Rome a dans les mains d’importantes affaires, dont la conclusion intéresse gravement la catholicité. Le gouvernement espagnol est en instance auprès d’elle pour en obtenir la reconnaissance de la reine Isabelle. Il demande aussi l’approbation de la vente des biens ecclésiastiques, en s’engageant à assurer au clergé une juste indemnité. La cour de Rome aurait-elle raison de continuer à éluder, comme elle l’a fait depuis huit mois, la solution des difficultés pendantes ? Est-elle certaine d’avoir toujours à traiter avec un ministère qui fasse autant de sacrifices que le cabinet Narvaez au désir de se réconcilier avec le saint-siège ?

Pendant quelque temps, tout annonçait que le différend de M. Alleye de Cipreye avec le gouvernement de Mexico se terminerait à l’amiable.
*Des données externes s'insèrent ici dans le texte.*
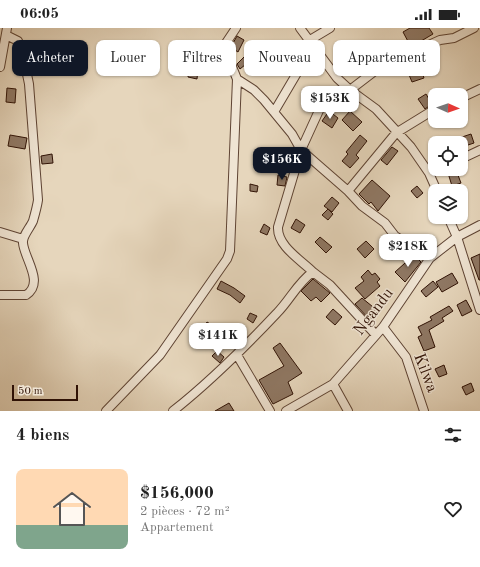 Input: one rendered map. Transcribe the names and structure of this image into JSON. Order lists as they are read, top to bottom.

Nous l’avons dit, et alors nos informations étaient exactes. Depuis, la scène a changé, et en vérité, quand on est en face de ces jeunes et sauvages républiques de l’Amérique espagnole, il devient presque naïf de faire fonds sur les vraisemblances les plus raisonnables. Ce que ces gouvernemens voulaient hier, ils ne le veulent plus aujourd’hui. Ces démocraties au berceau ont toutes les violences et les caprices du pouvoir absolu.

Les négociations de M. de Bourqueney auprès de la Porte pour obtenir le redressement de certains griefs au sujet des affaires du Liban n’ont eu qu’un demi-succès, et il est à regretter que notre ambassadeur ait bruyamment dénoncé un ultimatum qu’il devait en partie abandonner plus tard.